_Exercise requirements_
In the entries below, find every line holding the string "buttons" and collect it.

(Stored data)
· · · · ·
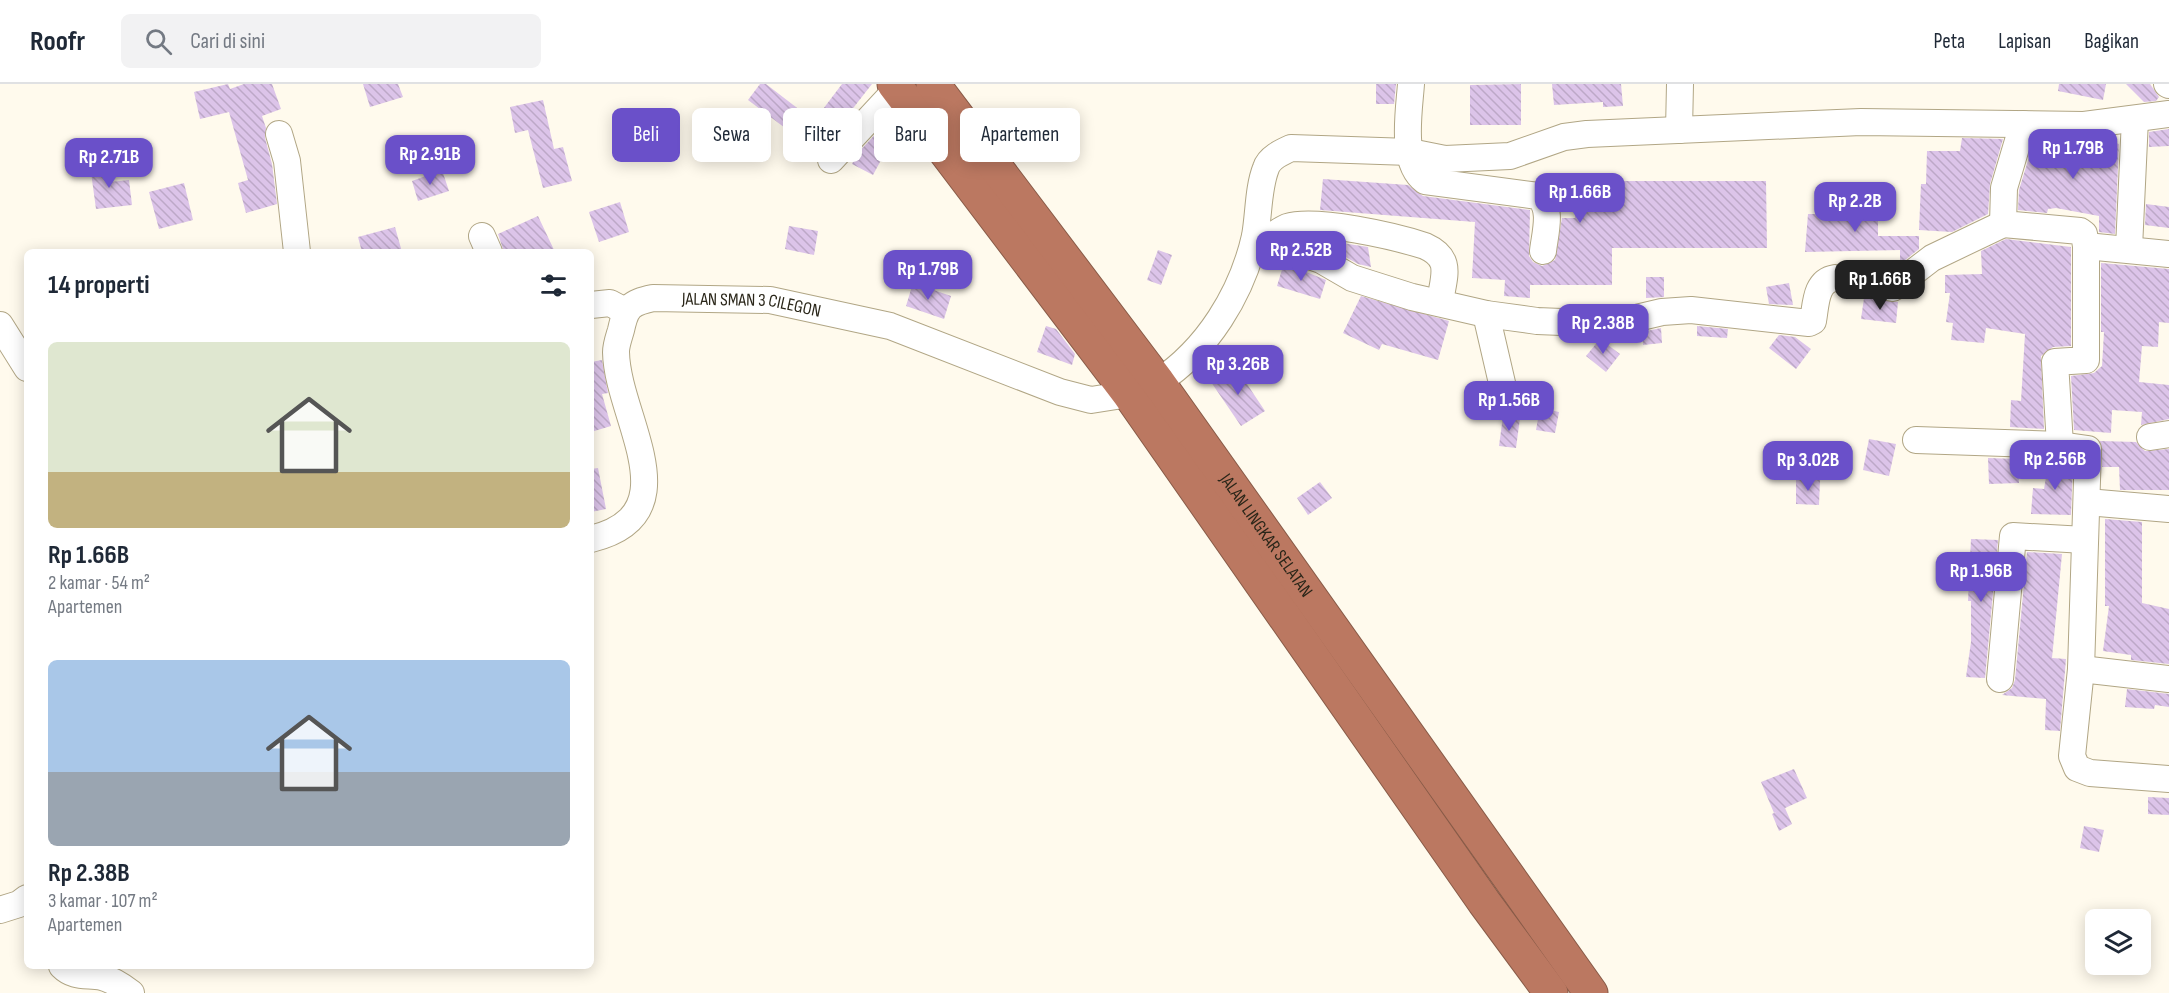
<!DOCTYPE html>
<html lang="id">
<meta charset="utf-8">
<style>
body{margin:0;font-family:"Sofia Sans Condensed",sans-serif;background:#f2f2f3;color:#1f2937;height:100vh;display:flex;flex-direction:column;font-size:22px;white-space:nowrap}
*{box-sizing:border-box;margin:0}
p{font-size:20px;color:#747a83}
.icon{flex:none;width:33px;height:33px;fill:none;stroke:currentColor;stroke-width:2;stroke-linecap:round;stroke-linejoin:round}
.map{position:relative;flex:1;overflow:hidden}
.sheet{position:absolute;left:24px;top:165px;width:570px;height:720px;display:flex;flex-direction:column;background:#fff;border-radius:9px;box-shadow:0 3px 15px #0003}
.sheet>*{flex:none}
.hud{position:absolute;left:612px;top:24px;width:570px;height:54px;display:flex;gap:12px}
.buttons{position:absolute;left:2085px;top:825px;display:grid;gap:12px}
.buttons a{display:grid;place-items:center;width:66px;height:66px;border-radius:9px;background:#fff;box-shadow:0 3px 15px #0003;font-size:30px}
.price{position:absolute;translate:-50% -51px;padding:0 14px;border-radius:12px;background:#6a50c9;color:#fff;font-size:20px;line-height:39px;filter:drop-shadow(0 2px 3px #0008)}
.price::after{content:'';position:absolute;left:50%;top:36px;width:18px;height:14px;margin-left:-9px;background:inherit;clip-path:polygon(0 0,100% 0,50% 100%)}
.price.selected{background:#222;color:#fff}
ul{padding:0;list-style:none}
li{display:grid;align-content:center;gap:12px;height:318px;padding:0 24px}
li span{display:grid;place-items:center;height:186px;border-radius:9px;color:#555}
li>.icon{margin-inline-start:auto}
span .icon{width:108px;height:108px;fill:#fffc;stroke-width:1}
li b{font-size:26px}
h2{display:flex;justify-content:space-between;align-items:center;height:72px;padding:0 24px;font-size:26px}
.pill{padding:0 21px;border-radius:9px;background:#fff;box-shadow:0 3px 15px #0003;font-size:21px;line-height:54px}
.pill.selected{background:#6a50c9;color:#fff}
header{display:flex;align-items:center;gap:36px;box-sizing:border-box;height:84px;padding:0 30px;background:#fff;border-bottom:2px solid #e0e1e3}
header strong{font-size:28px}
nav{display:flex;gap:33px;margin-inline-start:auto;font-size:21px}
.search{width:420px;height:54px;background:#f2f2f3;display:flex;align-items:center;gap:15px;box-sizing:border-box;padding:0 21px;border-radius:9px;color:#747a83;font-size:22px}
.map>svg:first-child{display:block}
.building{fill:url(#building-back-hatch)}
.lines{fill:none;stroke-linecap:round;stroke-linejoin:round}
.minor-casing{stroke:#b1a685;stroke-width:28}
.highway-casing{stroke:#885b48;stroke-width:35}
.minor{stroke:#fff;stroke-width:26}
.highway{stroke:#bb7861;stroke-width:33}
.labels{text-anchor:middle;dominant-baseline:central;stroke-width:5;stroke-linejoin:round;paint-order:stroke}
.street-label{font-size:18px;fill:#2a2619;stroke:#fffaed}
</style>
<header>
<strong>Roofr</strong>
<div class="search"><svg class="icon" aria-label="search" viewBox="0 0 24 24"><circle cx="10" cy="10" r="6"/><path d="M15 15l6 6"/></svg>Cari di sini</div>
<nav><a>Peta</a><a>Lapisan</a><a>Bagikan</a></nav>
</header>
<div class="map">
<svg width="2169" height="909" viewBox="0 0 2169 909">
<defs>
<pattern id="building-back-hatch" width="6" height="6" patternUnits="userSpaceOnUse" patternTransform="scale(1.5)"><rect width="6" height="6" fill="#dcc4e9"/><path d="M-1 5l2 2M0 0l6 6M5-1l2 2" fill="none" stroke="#bda8c7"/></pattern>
</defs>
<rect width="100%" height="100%" fill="#fffaed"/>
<!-- building -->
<path class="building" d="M228,0L230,5L244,0H272L281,25L262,32L266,44L265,54L272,80L277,120L246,129L238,99L248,96L229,28L200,35L194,8Z
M363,0H398L403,13L370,23Z
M760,0H766L814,37L842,0H872L818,69L748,16Z
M1376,0H1396L1394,20H1376Z
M1521,0V41H1470V1Z
M1552,0H1621L1623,22L1603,23V18L1554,21Z
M2059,0H2106L2103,16L2058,7Z
M2126,0H2150L2159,13L2156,17L2144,18Z
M543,16L554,65L563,63L572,97L543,104L528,46L515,49L510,23Z
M882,43L895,50L873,91L852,80L857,70Z
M2169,45V62L2149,63V48Z
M1962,54L2003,55L1990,100L1988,130L1952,148L1919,146L1921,100H1926L1927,67H1960Z
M2103,55L2119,60L2115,150L2099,148V132L2056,124L2048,125L2047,129L2018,126L2019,106L2033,60L2066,64L2067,56Z
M108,78L110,98L129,96L132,121L96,125L90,81Z
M442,86L449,107L418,117L412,97Z
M1323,95L1408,101L1423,112L1530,126L1529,172L1533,178L1542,182L1555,176L1562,134H1575V97H1766L1767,164H1612V201H1530V214L1504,212L1505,196L1472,194L1475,138L1320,126Z
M184,99L193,136L159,145L149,108Z
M620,118L629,148L599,158L589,128Z
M1856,118H1878V152H1919V165L1900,180V166L1805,168L1808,130H1856Z
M2146,120L2169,123V144L2145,141Z
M538,132L555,168H504L498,150Z
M789,142L818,147L814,171L785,165Z
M395,143L402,168H362L358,153Z
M2006,155L2071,163V262L2053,263L2041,272L2044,345L2010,343L2011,316L2021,317L2025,250L1986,244L1984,259L1951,256L1953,239L1946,238L1950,209H1945V191L1982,190L1981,167Z
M1342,159L1368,163L1371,183L1358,180L1328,163V160Z
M1158,166L1172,171L1161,201L1147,196Z
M1284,179L1326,196L1320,215L1277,202Z
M2101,179L2169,185V239L2159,238L2158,263L2142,262L2139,298L2169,301V335L2141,341L2142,328L2112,326L2111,349L2074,346L2071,292L2094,289L2102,282L2104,248H2101Z
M1646,193H1664V213L1646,214Z
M913,199L951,212L944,235L906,222Z
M1789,199L1793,221L1769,220L1766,203Z
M1361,212L1449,237L1438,276L1382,260L1379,266L1343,249Z
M1864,214L1898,218L1896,239L1861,235Z
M1046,242L1056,245L1075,270L1072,281L1037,268Z
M1697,242L1728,245L1727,254L1697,252Z
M1661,244L1662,259L1643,261L1642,248Z
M1779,251L1795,253L1811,265L1796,285L1769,264Z
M1600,255L1620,270L1606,288L1586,272Z
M602,276L608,309L602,310L611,342L591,348V278Z
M1235,282L1265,327L1241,342L1211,298Z
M1540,324L1559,328L1555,349L1536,346Z
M1503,332L1520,334L1516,364L1499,362Z
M1869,355L1896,360L1889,392L1863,386Z
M2100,357L2136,358L2145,367L2169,365V406H2120L2119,383H2102Z
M1988,374L2018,375L2019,399L1989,400Z
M2049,376L2073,378L2071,431L2031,430L2033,404L2044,405Z
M598,384L606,425L591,428V385Z
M1796,396H1820L1819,421L1796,420Z
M1320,398L1332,414L1308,431L1297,414Z
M2105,435L2142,438V519L2169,525V580L2131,576V571L2103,567L2109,522H2105Z
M1971,455L1998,456L1985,594L1966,593L1971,558V517H1968Z
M2027,468L2062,470L2052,574L2066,575L2060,647L2045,646L2046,615L2002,611L2012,604L2015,596Z
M2127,605L2169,610V623L2155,621L2154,625L2125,623Z
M1794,685L1807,714L1774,729L1761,698Z
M2148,713L2169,714V731L2148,730Z
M1785,724L1792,740L1779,747L1772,730Z
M2084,742L2104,746L2099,768L2080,764Z"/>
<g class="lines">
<defs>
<g id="minor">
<path d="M1411,0C1409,28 1400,78 1425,97L1538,112C1553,124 1545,149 1543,167"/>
<path d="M2167,0L2169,1"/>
<path d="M2023,40L2004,104L2003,140L2080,147L2084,150L2086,162V276L2055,278L2060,361"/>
<path d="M1679,46L1680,0"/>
<path d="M279,50L287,77L297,168"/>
<path d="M831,76L898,4"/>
<path d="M482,152L489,168"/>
<path d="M1255,153L1321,176L1352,194L1412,213L1486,230L1537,237L1611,240L1662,228L1691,226L1809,239L1813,237C1816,221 1815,197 1835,194L1893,204L1932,174L2003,140"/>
<path d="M1267,155C1274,151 1280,146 1287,143C1316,134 1394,152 1425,162C1454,175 1443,193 1440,219"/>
<path d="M2086,162L2169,170"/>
<path d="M2129,164L2135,35"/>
<path d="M591,221L610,219L625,227"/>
<path d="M1486,230L1505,312"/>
<path d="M0,241L27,284"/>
<path d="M1158,298C1207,266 1242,210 1255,152C1259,130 1258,104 1266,84C1269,74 1282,68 1291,64L1410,68L1445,75L1510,72L1564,53L1587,50L1861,38L2084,41L2169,30"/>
<path d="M2150,353L2169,350"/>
<path d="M1916,356L2060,361L2088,365L2081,585"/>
<path d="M2087,418L2169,425"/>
<path id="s1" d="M591,455C693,430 617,334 616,268C616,261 619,253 621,246C626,223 630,219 653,214L770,216L890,242L1060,308L1091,316L1129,310"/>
<path d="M2000,595L2013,452L2085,456"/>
<path d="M2169,595L2081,585L2072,672L2077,684L2090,689L2169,695"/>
<path d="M0,826L19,820L27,814"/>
<path d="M62,882C74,894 87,890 102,893C113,896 122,902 131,909"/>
</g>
<g id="highway">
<path d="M894,0L1129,310L1484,818L1551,909"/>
<path id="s2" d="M933,0L1158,298L1591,909"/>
</g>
</defs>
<!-- minor casing -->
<use href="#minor" class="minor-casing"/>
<!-- highway casing -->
<use href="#highway" class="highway-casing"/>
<!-- minor -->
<use href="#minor" class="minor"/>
<!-- highway -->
<use href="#highway" class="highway"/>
</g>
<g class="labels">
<!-- street labels -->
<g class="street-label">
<text stroke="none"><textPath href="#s1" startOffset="390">JALAN SMAN 3 CILEGON</textPath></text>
<text stroke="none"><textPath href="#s2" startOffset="561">JALAN LINGKAR SELATAN</textPath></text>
</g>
</g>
</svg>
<div class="buttons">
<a><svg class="icon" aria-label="layers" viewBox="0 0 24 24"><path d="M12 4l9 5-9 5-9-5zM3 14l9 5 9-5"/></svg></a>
</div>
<b class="price" style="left:2073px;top:96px">Rp 1.79B</b>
<b class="price" style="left:430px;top:102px">Rp 2.91B</b>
<b class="price" style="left:109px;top:105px">Rp 2.71B</b>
<b class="price" style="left:1580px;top:140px">Rp 1.66B</b>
<b class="price" style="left:1855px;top:149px">Rp 2.2B</b>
<b class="price" style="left:1301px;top:198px">Rp 2.52B</b>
<b class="price" style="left:928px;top:217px">Rp 1.79B</b>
<b class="price selected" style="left:1880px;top:227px">Rp 1.66B</b>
<b class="price" style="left:1603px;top:271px">Rp 2.38B</b>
<b class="price" style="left:1238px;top:312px">Rp 3.26B</b>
<b class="price" style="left:1509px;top:348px">Rp 1.56B</b>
<b class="price" style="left:2055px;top:407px">Rp 2.56B</b>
<b class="price" style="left:1808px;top:408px">Rp 3.02B</b>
<b class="price" style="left:1981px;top:519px">Rp 1.96B</b>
<div class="hud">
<a class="pill selected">Beli</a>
<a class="pill">Sewa</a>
<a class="pill">Filter</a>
<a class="pill">Baru</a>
<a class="pill">Apartemen</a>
</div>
<section class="sheet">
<h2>14 properti<svg class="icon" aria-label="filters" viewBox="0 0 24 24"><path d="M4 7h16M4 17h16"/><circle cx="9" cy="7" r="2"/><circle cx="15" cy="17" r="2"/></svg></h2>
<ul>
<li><span style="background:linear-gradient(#dfe7d0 70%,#c2b280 0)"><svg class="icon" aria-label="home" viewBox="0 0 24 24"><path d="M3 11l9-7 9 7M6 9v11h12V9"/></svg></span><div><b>Rp 1.66B</b><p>2 kamar · 54 m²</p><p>Apartemen</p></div></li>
<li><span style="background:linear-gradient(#a9c7e8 60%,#9aa5b1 0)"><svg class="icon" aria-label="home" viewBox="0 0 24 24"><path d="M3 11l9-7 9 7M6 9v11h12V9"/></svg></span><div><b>Rp 2.38B</b><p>3 kamar · 107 m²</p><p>Apartemen</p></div></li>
</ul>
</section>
</div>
· · · · ·
_Response_
.buttons{position:absolute;left:2085px;top:825px;display:grid;gap:12px}
.buttons a{display:grid;place-items:center;width:66px;height:66px;border-radius:9px;background:#fff;box-shadow:0 3px 15px #0003;font-size:30px}
<div class="buttons">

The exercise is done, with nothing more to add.